We use the browser to view the entire cluster's Hadoop cluster status at address: http://192.168.1.50:8088/

As you can see, the current Hadoop cluster already has four running nodes, and it runs very happy. Later articles I will analyze how to use this Hadoop cluster.

Conclusion

In this article, we will introduce the Hadoop big data cluster, such as using zookeeper to build Hadoop high-availability platform, Map-reducer sequence development, data analysis of hive products, development of spark applications, Hue's cluster of bad environment integration and operation, SQOOP2 data extraction, etc., interested in children's shoes can be noticed in advance.

This article mainly introduces the establishment of a fully distributed Hadoop cluster, we will gradually improve it, I will teach you how to use a fully distributed Hadoop cluster, and then teach you how to use it, SAO years ... Don't catch the rush ... Let the mind fly for a while ...

Questions can be message or private messages, at any time waiting for interested children's shoes to increase the data platform in-depth study. Learn together and progress together.

At the end of the article, I give the basic article of the previous article:

Big Data Series (1)--hadoop cluster bad environment configuration

Big Data series (2)--hadoop cluster bad-environment CentOS installation

If you read this blog, feel that you have something to gain, please do not skimp on your " recommendation ".
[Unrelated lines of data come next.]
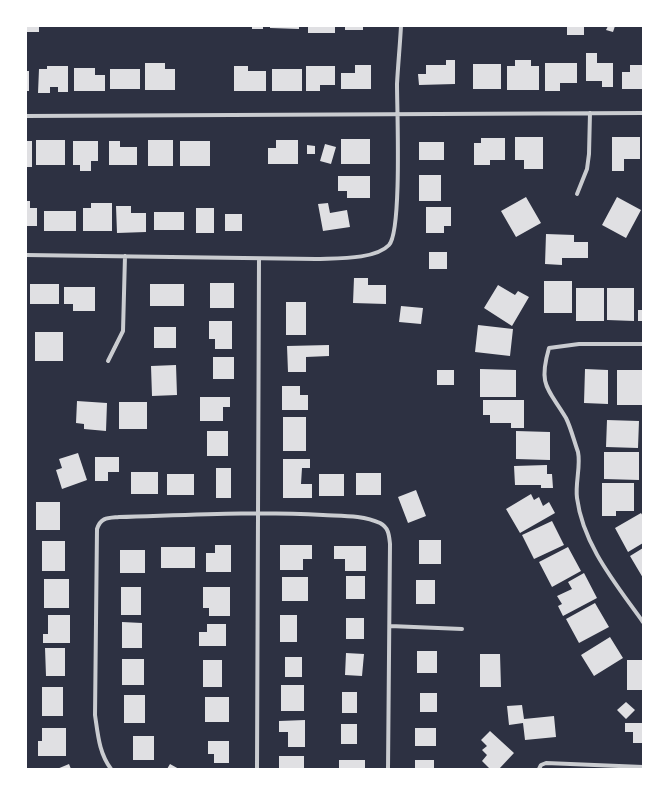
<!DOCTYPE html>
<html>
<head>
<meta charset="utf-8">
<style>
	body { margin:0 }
	#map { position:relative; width:669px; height:795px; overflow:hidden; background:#2d3142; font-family:"Zilla Slab",serif }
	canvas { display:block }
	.frame { position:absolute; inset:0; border:27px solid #fff; pointer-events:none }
</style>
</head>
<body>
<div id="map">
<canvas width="669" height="795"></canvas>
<div class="frame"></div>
</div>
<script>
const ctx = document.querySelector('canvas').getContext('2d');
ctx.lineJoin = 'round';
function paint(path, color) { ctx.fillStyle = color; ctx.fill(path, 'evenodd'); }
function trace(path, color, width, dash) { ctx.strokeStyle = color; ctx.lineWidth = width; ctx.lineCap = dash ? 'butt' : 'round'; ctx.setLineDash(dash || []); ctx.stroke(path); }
paint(new Path2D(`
	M26 26H39V32H26Z
	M252 26H263V29H252Z
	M270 26H299V29L270 28Z
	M308 26H335V33H308Z
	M345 26H363V30H345Z
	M567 26H584V35H567Z
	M608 26H615L613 32 606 30Z
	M586 53H597V63H613V87H602V81H586Z
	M446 60H455V84L419 85 418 74H426V65H446Z
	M515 60H531V66H539V90H507V66H515Z
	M145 63H165V69H175V90H145Z
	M545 63H577V83H560V91H545Z
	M473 64H501V89H473Z
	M355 65H371V89H341V73H355Z
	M630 65H643V89H622V72H630Z
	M47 66H68V92H58V87H50V93H38L39 69H47Z
	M234 66H248V71H266V91H234Z
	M306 66H335V85H320V91H306Z
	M74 68H95V75H105V91H74Z
	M110 69H140V89H110Z
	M272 69H302V91H272Z
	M26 71H29V91H26Z
	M515 137H543V169H524V160H515Z
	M612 137H640V159H624V171H612Z
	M481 138H505V160H490V165H474V143H481Z
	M341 139H370V164H341Z
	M36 140H65V165H36Z
	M148 140H173V166H148Z
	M276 140H298V164H268V148H276Z
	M26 141H32V167H26Z
	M73 141H98V161H91V171H80V165H73Z
	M109 141H120V147H137V165H109Z
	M180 141H210V166H180Z
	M419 142H444V160H419Z
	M325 144 336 147 331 164 320 161Z
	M307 145 315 146V154H307Z
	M419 175H441V201H419Z
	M338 176H370V198H347V191H338Z
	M526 197 541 223 516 237 501 211Z
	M617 197 641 210 626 238 602 225Z
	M26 201H30V208H37V226H26Z
	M91 203H112V231H83V208H91Z
	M328 203 330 213 347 210 350 227 323 231 318 204Z
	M116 206H131V213H146V232L117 233Z
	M426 207H451V226H444V233H426Z
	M196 208H214V233H196Z
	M44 211H76V231H44Z
	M154 212H184V230H154Z
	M225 214H242V231H225Z
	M546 234 574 235V242H588V258H562V265L545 264Z
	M429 252H447V269H429Z
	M354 278H368V285H386V304L353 303Z
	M544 281H572V313H544Z
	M210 283H234V308H210Z
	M30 284H59V304H30Z
	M150 284H184V306H150Z
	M498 285 515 295 518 291 529 297 512 326 484 308Z
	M64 287H95V311H73V304H64Z
	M576 288H604V321H576Z
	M607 288H634V321L607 320Z
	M286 302H306V335H286Z
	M401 306 423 308 421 324 399 322Z
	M638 310H643V321H638Z
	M209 321H232V349H215V339H209Z
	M478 325 513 329 510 356 475 352Z
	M154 327H176V348H154Z
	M35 332H63V361H35Z
	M329 345V356L306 357V372H288L287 346Z
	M213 357H234V379H213Z
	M176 365 177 395 152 396 151 366Z
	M480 369 516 370V397H480Z
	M585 369 608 370V404L584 403Z
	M437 370H454V385H437Z
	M617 370H643V405H617Z
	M282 386H300V395H308V410H282Z
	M200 397H230V407H223V421H200Z
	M483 400H524V428H511V423H490V415H483Z
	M77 401 107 403 106 431 84 429V424L76 423Z
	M119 402H147V429H119Z
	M283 417H306V451H283Z
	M607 420 639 421 638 448 606 447Z
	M207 431H228V456H207Z
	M516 431 550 432V460L516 459Z
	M604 452H639V480L604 479Z
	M78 453 87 480 62 489 56 470 62 468 59 459Z
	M95 457H119V472H108V481H95Z
	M283 459H310V468H302L301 484H312V498H283Z
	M547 465V474H552L553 488H541V485H515L514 466Z
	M216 468H231V498H216Z
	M131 472H158V494H131Z
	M356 473H381V495H356Z
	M167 474H194V495H167Z
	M319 474H344V496H319Z
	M602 483H634V511H616V516H602Z
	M416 490 426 516 408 523 398 497Z
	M531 494 534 500 539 497 543 506 549 502 555 513 520 533 506 509Z
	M36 502H60V530H36Z
	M641 513 643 516V543L628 552 615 528Z
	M552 521 564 545 534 559 522 535Z
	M419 540H441V564H419Z
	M42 541H65V571H42Z
	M215 545H231V572H206V553H215Z
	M280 545H312V559H303V570H280Z
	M334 546H366V571H345V559H334Z
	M161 547H195V568H161Z
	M568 547 581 571 552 587 539 562Z
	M643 548V578L630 556Z
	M120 550H145V573H120Z
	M584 573 597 598 563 616 558 606 562 604 557 596 572 589 568 582Z
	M346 576H365V599H346Z
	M282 577H308V601H282Z
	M44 579H69V608H44Z
	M416 580H435V604H416Z
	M121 587H141V615H121Z
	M203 587H230V616H209V608H203Z
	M595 603 609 627 579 643 566 619Z
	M48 615H70V643H43V634H48Z
	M280 615H297V642H280Z
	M346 618H364V639H346Z
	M122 622 142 623V648H122Z
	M207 624H226V646H199V632H207Z
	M610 637 623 658 594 676 581 655Z
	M45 648H65V676H46Z
	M417 651H437V673H417Z
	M346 653 364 654 362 676 345 675Z
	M480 654H500L501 687H480Z
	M285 657H302V677H285Z
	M122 659H144V685H122Z
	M203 660H222V687H203Z
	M627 660H643V690H627Z
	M281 685H304V711H281Z
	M42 687H63V716H42Z
	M342 692H357V713H342Z
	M420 693H437V712H420Z
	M124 695H145V723H124Z
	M205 697H229V722H205Z
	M626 702 635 710 626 719 617 710Z
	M522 705 524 719 554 716 556 737 525 740 523 723 509 725 507 706Z
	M305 720V747H288V732H279V721Z
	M625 723H643V743H633V732H625Z
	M341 724H357V744H341Z
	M42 728H66V756H38V741H42Z
	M415 728H436V746H415Z
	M490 731 514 753 499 769H490L482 761 487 755 482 750 487 746 481 740Z
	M133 736H154V760H133Z
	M208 741H229V763H214V754H208Z
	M279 756H304V769H279Z
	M339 760H365V769H339Z
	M415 760H434V769H415Z
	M69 764 71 769H57Z
	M170 764 179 769H167Z`), '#e0e0e3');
trace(new Path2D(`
	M26 116 643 113
	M577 194 587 169 589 154 590 113
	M26 255 316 259C335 258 375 260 389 245 402 231 397 110 397 84 398 65 400 45 401 26
	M643 344H579L549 348C538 386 548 388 566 418 571 428 574 441 578 452 581 466 575 483 577 498 583 545 616 584 643 622
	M108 361 123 331 125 256
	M390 626 462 629
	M111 769C99 753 98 735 95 715L97 529C101 517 108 518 119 517 187 515 255 511 323 515 342 516 363 515 380 523 389 528 389 535 390 544L388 769
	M257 769 259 259
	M539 769 541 765 546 763 643 767`), '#caccd0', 4);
</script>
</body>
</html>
Big Data series (3)--hadoop cluster fully distributed bad environment construction

Related Article

Contact Us

The content source of this page is from Internet, which doesn't represent Alibaba Cloud's opinion; products and services mentioned on that page don't have any relationship with Alibaba Cloud. If the content of the page makes you feel confusing, please write us an email, we will handle the problem within 5 days after receiving your email.

If you find any instances of plagiarism from the community, please send an email to: info-contact@alibabacloud.com and provide relevant evidence. A staff member will contact you within 5 working days.

A Free Trial That Lets You Build Big!

Start building with 50+ products and up to 12 months usage for Elastic Compute Service

  • Sales Support

    1 on 1 presale consultation

  • After-Sales Support

    24/7 Technical Support 6 Free Tickets per Quarter Faster Response

  • Alibaba Cloud offers highly flexible support services tailored to meet your exact needs.